No.165 ギガ・スタンピード/冷徹
本日2投目
100万文字が迫る……………
中級死霊が各地で猛威を振るう中、漸く最も目立っていた存在が動き出す。
【素闇芸創:魂写しの影絵】
この能力はただ単純に能力の対象者となる存在の影を幻影として操るだけの能力ではない。実はノートの影響をかなり強く受けており、死霊術のような真似ができる。
グレゴリが魂の代わりに利用するのは『影から回収したエネルギー』。このエネルギーから影の幻影を紡ぎだす。
一番簡単なのは対象の影をそのまま幻影として操る事。しかし、一度倒し、倒した魂の欠片がグレゴリに預けられている場合、グレゴリはその情報から別の影の幻影を紡ぎだせる。
無論、何でもありの能力というわけではなく、強い幻影を紡ごうとするほど大量のリソースが必要になる。回収した影のエネルギーと性質の異なる影を紡ごうとするほど余計にエネルギーを消費する。
能力の対象となるのは『グレゴリの視界にいる影』。そしてグレゴリは『視る』ことにかけては異常に特化した死霊だ。上空から見下ろせばグレゴリはキャンプ内ほぼすべての影を能力の支配下に置ける。
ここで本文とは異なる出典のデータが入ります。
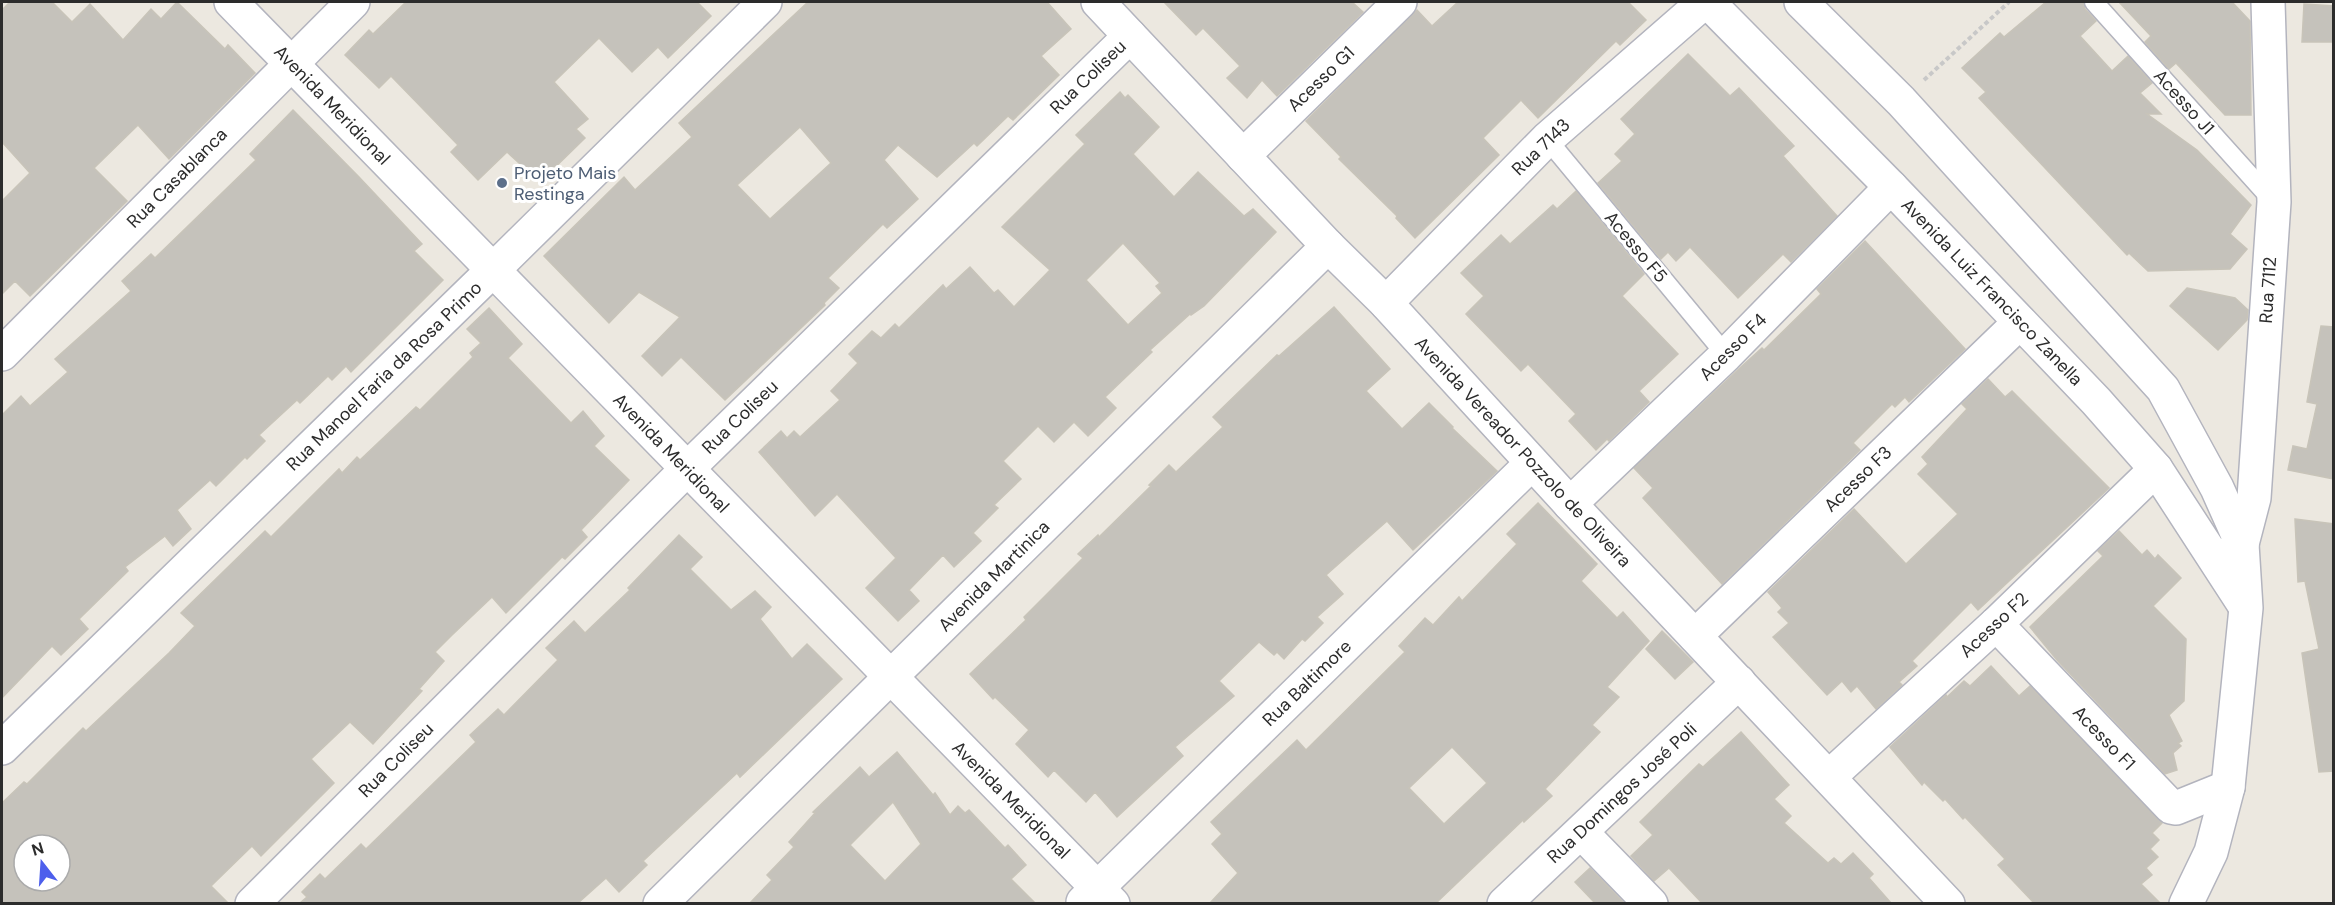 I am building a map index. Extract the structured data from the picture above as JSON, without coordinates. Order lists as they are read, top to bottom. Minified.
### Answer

つまり、今グレゴリが操れる影のリソースはプレイヤー、魔物合わせて軽く5万を超える。それらすべての影のリソースを以てして紡がれた影が―――――――
「なんで、なんでヒュディがエリア外にいるんだ!?」
「しかも普通の見た目じゃねぇ!亜種かなにかか!?」
「スタンピードってボス個体まで襲ってくるものなのか!?」
「そんな報告は海外スレでも見たことがないぞ!」
「でも実際に来てるよ!」
現状、グレゴリが紡げる最も派手なヤツの影、それは雲泥の遺児ヒュディの影だ。強さで言えば黒騎士の方が上なのだが、性質があまりに違いすぎてエネルギーが無駄に消耗しすぎるという点、そしてノートがド派手でできるだけインパクトのある影で、というオーダーを出した結果、やはりサイズ感的にも、プレイヤー達に混乱を齎すのにも都合がいいだろうという事でヒュディが選ばれた。
しかも今回のヒュディはノート達を散々苦しめた第三形態。ノート達以外のプレイヤーは初見の形態だ。故にプレイヤー達の動揺は非常に大きくなる。
四本の腕、長方形の平剣、スラリと長い長身は10mに達する。空に影の光輪が出現し、背中に奇妙な記号で描かれた光背が出現する。
『グレゴリ、ゆっくり近づいてまずは威力偵察。右腕薙ぎ祓い、完全に門の周りを破壊して』
『(`⁎⁍̴̆ ω ⁍̴̆ ´)ゞYeah!』
振りかぶられる二本の右腕。上半身を前のめりにして地面と平行に。地面の砂をかき集めるように振るわれた剣が地面を大きく薙ぐ。
「ぎゃー!?」
「こんなのどうやっぐべらッ!?」
「耐えろ!押されるな!」
阿鼻叫喚のキャンプ地正門エリア。ポツリと、冷徹な指示がヌコォから発せられる。
『追撃して』
『卍( ^ω^ )卍ドルルルルル』
『(^ω^) ぶっ飛ばすよ~ん』
「「「うあああああああああああ!!」」」
体を大きく回転させて今度は左腕で大きく地面を薙ぐ。一度は耐えきれたプレイヤーも、予想外の二撃目に吹き飛ばされる。
視界共有したヌコォがグレゴリに指示を出す。気分は音声認識タイプのラジコン操作だ。グレゴリという優秀な機械にヌコォという強力なCPUを積んだヒュディの影はキャンプ地を縦横無尽に動き暴れ回る。
「くそっ!見た目より深刻なダメージは受けないが、ヒュディ側も全然ダメージを受けてる様子がないぞ!」
「なんなんだアレは!本当にヒュディなのか!?」
グレゴリが操るは影の幻影。幻影と言いつつも実態は魔法に近い。故に物理的干渉能力はそこまで高くない。グレゴリは元より物理的干渉能力の低いゴースト型であるが、そもそも戦闘用の死霊ではない。直接的に敵を害するという能力を削ぎ落すことでグレゴリは死霊としての精神バランスを保っている。このバランスを保てなくなった時、グレゴリの思考レベルはメギドのレベルまで落ちてしまう。
死霊という物は本来メギドの在り方の方が精神的には自然だ。むしろタナトス、アテナ、ゴヴニュ、ネモ、特にネモは異常の部類だ。グレゴリはそんな4人の因子を強く引き継いだおかげで通常とは異なる強靭すぎる精神力を保っている。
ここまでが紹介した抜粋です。